The tradition, he said, is performed very differently in different levels of the religion. He said that he was thankful that he was a part of a reform synagogue, where the ceremonies last for only an hour and a half at most. On the other hand, ceremonies in conservative temples can run up to 4 or 5 hours, and orthodox temples even longer. My informant discussed how he remembered attending a conservative Bat Mitzfah for one of his friends from synagogue, and that he and his other friends “couldn’t stand it any longer after the first two hours”.

There are a few things that all Bar and Bat Mitzfah’s have in common, he says. Everybody has a Torah portion and a Haf-Torah portion assigned to them, depending on what time of year that the person performs this ritual. That is, for the rest of their life, their Torah and Haf-Torah portion.

“The thing I was most excited about was the party that night, and all of the gifts” said my informant.
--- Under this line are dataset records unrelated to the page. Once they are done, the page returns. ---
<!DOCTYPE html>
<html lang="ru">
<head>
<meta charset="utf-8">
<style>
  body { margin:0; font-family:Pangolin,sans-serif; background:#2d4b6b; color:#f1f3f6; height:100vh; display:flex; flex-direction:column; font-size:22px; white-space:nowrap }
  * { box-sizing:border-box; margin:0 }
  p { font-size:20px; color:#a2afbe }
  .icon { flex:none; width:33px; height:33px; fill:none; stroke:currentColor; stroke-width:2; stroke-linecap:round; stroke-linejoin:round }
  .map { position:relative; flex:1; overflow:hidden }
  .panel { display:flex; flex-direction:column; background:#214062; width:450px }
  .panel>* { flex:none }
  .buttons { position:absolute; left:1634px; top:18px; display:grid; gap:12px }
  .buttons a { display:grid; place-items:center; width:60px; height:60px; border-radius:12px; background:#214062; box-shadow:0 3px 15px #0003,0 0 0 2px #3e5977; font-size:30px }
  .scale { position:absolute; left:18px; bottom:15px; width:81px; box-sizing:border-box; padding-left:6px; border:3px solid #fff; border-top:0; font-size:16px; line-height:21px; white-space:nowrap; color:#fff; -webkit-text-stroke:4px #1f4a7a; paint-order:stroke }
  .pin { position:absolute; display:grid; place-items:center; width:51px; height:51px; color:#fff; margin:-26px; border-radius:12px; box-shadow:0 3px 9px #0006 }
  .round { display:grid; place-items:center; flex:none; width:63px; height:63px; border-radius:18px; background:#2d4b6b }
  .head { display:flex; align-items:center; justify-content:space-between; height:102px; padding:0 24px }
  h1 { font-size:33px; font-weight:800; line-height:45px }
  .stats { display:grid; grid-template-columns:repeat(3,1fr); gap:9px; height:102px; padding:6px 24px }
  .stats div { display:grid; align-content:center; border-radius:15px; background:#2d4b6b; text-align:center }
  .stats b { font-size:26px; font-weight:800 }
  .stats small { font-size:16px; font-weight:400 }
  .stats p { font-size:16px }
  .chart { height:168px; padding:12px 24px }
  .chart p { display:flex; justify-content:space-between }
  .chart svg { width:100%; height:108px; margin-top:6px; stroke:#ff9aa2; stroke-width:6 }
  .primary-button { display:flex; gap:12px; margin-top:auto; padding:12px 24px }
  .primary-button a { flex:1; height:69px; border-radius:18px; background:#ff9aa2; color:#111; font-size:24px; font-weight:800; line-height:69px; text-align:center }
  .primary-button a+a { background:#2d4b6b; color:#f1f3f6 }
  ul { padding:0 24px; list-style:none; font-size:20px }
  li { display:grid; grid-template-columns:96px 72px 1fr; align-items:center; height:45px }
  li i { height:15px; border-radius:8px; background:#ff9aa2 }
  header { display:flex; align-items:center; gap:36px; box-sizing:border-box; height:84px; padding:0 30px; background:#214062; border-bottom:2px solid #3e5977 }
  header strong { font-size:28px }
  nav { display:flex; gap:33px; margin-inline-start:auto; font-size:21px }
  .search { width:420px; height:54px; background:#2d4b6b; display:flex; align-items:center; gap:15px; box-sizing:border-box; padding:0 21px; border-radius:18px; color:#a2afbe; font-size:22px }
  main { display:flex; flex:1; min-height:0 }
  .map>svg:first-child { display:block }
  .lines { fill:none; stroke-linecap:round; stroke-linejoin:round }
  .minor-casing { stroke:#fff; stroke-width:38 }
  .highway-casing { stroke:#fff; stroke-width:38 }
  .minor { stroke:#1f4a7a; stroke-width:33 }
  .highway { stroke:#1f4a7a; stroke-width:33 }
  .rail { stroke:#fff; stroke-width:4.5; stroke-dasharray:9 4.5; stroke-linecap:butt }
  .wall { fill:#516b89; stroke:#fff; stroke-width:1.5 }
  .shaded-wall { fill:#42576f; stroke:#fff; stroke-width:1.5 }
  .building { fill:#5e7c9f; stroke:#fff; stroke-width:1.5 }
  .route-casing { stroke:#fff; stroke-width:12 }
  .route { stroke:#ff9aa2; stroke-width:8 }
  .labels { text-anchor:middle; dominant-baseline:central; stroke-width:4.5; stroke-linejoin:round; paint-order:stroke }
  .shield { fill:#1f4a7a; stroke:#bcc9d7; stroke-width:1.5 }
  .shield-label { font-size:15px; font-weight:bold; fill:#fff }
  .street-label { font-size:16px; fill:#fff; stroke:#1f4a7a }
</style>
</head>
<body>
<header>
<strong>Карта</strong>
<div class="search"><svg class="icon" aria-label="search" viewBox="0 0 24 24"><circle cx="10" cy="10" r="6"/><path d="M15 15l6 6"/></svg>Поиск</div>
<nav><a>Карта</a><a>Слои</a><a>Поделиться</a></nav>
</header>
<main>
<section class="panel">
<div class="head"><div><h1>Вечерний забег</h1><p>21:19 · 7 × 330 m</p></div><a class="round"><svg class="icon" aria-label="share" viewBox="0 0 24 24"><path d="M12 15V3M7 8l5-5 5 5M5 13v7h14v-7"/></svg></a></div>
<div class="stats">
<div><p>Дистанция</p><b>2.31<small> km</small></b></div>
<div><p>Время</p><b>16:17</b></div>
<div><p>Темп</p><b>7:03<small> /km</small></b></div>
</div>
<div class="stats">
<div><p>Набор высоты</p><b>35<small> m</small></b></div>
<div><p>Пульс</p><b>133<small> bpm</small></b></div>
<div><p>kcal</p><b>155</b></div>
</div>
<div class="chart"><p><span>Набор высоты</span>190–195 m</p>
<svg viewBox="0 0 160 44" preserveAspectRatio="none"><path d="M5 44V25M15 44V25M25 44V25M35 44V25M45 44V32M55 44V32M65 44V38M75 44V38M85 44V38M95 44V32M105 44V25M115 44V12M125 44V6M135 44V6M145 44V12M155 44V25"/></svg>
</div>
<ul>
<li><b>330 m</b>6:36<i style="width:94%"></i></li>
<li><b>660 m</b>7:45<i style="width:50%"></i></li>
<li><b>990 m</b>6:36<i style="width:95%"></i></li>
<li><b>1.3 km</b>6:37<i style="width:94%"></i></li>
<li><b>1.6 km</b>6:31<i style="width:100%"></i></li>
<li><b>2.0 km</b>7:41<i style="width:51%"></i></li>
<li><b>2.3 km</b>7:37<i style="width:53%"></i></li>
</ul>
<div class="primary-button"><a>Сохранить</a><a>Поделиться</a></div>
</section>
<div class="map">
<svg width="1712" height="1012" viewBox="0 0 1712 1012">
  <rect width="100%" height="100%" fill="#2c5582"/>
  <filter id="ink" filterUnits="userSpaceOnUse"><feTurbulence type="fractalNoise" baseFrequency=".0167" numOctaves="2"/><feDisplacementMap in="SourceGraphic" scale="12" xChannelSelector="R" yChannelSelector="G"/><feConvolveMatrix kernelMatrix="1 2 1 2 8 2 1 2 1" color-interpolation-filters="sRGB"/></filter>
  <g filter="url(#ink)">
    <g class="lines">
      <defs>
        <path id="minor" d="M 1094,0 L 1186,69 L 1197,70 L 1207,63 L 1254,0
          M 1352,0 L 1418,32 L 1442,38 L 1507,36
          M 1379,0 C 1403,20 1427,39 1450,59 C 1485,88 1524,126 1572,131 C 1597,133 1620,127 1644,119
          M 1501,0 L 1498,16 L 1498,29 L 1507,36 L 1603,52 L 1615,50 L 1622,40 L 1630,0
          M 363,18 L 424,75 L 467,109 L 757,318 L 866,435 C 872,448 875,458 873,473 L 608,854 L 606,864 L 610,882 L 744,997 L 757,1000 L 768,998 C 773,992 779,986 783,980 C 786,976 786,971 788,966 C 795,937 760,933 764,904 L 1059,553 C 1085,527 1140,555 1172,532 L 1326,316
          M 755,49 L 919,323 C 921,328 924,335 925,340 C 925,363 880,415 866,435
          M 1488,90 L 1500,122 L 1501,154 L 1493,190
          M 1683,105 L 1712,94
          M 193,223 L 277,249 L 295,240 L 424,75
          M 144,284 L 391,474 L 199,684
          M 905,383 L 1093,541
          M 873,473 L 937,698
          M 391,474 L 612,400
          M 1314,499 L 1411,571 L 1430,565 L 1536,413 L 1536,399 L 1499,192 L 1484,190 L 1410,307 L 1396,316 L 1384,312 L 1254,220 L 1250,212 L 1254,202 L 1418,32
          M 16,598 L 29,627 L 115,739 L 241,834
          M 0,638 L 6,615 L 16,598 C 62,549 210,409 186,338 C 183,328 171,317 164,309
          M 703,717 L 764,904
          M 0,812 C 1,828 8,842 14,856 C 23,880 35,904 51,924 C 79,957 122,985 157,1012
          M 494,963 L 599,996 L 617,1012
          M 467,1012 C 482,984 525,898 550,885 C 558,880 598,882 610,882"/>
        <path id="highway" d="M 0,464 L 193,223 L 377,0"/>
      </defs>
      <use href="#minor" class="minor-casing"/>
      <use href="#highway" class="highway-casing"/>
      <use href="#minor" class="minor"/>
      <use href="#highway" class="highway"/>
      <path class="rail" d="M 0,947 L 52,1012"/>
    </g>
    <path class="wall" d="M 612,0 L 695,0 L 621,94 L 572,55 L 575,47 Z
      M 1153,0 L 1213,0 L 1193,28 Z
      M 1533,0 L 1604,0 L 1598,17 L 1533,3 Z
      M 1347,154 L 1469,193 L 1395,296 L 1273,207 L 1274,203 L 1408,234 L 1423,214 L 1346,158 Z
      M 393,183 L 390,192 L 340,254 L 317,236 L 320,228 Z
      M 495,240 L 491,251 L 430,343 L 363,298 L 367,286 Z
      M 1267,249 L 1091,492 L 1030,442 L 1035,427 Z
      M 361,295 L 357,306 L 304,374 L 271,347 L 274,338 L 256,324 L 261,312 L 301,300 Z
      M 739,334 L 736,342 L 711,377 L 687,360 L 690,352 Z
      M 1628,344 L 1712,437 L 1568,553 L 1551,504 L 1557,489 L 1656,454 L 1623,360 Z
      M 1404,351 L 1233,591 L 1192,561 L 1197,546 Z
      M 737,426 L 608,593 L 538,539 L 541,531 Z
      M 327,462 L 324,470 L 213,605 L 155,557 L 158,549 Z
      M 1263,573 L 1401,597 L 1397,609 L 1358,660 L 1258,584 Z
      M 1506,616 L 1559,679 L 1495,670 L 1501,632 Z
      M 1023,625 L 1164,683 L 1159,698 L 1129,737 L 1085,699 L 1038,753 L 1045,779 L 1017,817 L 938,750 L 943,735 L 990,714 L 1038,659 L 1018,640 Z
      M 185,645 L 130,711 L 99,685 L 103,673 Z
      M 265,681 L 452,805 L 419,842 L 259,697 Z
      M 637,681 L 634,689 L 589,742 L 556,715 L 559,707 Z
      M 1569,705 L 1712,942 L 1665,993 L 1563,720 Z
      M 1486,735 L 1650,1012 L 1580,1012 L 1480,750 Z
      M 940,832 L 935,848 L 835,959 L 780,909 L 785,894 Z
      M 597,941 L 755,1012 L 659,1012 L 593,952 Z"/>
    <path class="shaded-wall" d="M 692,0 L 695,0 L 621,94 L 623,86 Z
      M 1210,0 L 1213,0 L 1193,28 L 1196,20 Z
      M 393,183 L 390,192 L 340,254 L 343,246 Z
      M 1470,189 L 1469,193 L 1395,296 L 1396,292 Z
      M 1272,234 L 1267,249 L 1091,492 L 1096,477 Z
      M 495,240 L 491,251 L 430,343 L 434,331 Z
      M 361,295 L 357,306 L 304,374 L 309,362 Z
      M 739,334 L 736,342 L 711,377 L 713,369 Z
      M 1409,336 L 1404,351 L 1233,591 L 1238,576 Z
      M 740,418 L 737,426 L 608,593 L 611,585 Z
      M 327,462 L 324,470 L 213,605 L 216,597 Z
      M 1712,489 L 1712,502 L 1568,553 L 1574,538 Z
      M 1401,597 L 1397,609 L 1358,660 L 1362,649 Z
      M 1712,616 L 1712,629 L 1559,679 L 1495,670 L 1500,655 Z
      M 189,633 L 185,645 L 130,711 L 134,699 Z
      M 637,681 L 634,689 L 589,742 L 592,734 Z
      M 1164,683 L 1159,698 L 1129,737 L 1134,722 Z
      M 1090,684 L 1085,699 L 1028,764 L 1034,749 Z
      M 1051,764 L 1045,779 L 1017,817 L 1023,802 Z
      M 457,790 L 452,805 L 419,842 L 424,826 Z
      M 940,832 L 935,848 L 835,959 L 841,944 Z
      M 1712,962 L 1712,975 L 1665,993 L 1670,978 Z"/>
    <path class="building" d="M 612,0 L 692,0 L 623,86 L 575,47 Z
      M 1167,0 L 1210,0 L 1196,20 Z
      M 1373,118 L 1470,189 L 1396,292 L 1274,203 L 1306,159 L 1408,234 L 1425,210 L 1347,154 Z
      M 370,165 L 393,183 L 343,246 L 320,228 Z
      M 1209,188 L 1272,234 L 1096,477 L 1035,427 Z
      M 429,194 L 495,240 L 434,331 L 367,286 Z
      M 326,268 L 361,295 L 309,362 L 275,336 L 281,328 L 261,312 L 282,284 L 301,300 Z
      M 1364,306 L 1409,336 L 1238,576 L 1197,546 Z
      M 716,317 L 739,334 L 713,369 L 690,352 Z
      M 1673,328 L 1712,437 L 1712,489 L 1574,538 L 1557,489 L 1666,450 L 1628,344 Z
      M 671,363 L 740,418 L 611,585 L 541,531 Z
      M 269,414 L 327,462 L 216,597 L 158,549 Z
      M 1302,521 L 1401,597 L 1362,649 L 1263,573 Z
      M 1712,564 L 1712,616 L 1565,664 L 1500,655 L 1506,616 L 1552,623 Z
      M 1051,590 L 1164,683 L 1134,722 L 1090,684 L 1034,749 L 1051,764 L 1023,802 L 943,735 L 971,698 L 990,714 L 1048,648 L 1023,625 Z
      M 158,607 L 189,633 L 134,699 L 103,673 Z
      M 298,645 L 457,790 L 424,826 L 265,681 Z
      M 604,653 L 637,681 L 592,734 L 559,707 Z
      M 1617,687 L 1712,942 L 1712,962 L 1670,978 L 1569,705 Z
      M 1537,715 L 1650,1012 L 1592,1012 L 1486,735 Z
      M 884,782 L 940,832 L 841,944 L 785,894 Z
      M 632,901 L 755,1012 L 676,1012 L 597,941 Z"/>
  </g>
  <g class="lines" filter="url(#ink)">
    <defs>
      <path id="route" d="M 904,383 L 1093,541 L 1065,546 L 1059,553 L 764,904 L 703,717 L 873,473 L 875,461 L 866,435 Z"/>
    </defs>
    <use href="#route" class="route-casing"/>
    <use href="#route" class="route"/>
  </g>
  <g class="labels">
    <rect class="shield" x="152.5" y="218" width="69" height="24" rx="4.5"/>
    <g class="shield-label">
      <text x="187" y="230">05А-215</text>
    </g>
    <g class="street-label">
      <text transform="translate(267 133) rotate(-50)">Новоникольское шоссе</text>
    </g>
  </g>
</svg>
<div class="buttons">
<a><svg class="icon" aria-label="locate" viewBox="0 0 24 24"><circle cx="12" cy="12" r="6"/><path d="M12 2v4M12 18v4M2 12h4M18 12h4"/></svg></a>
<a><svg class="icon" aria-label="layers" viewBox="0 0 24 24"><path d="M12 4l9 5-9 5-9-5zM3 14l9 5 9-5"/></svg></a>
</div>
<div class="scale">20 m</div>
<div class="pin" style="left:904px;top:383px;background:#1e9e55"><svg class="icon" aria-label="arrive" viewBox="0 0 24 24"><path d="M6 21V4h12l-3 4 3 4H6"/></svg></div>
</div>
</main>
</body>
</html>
He stated that it was a tradition, probably American, that the new man or woman celebrate with a party that night, inviting all of his or her friends, Jewish or not.

My interpretation of this ritual is one as an insider as well, because I am also Jewish and have gone through my own Bar Mitzfah. I believe that this has been a long-standing tradition since the time when men would be considered adults and marry as teenagers, and start their families as young as 16 or 17. Both my informant and I distinctly remember feeling too young to be passing through the gates between boyhood and manhood. My informant stated that he hadn’t even hit puberty yet! I believe that this tradition carried on so young from the old days because Jewish people saw it as a tradition and meaningful in their lives and their community. Changing it would go against old tradition.

Passover

Nationality: American
Age: 90
Occupation: Teacher (Retired)
Residence: Portland, OR
Performance Date: 4/18/12
Primary Language: English

1)   My informant for this ritualistic folklore was my grandmother, Sylvia. She was born and raised Jewish, her maiden name being Gelwasser, and discussed with me her family ritual of Passover. She stated that “for as long as I can remember, we’ve always celebrated Passover. For the most part, we’ve always celebrated it the same way”. She says that Passover is the celebration of the Jewish people escaping the wrath of the Egyptian Pharaoh in the time of Moses. She discussed that she remembered that as a child, growing up in New York, she would attend temple in the evening and head to her grandparents house in the Jewish area of the city where her grandmother had made matzah ball soup and beef brisket for a family dinner. They would follow along an old book, performing prayers and rituals with food, wine, and water that would commemorate the days where the Jews were able to escape Egypt. Her grandparents would hide the Afi-Komen, a special piece of matzah, somewhere around the house, and the child that found it was rewarded with a fifty-cent piece.

She says that now, she performs the same rituals and traditions with her children and grandchildren. She prepares the same meals of matzah ball soup and beef brisket, and the family reads a “very similar” prayer book in the evening. She said “I’m sure that many families have begun to celebrate Passover differently or in a more modern family. But for me, I have taken on the exact role of my grandmother, now that I am a grandmother of my own”.

She says that she thinks the tradition is rooted deep in Jewish history and, fact or not, she believes that the biggest part of the tradition is “to have faith and to bring families and friends together”.

For the most part, I agree with Sylvia in believing that this holiday is about keeping tradition and bringing family closer together. I am impressed that the tradition has managed to stay the same over so many generations in her family, and am curious to see whether that will be the case in the coming generations.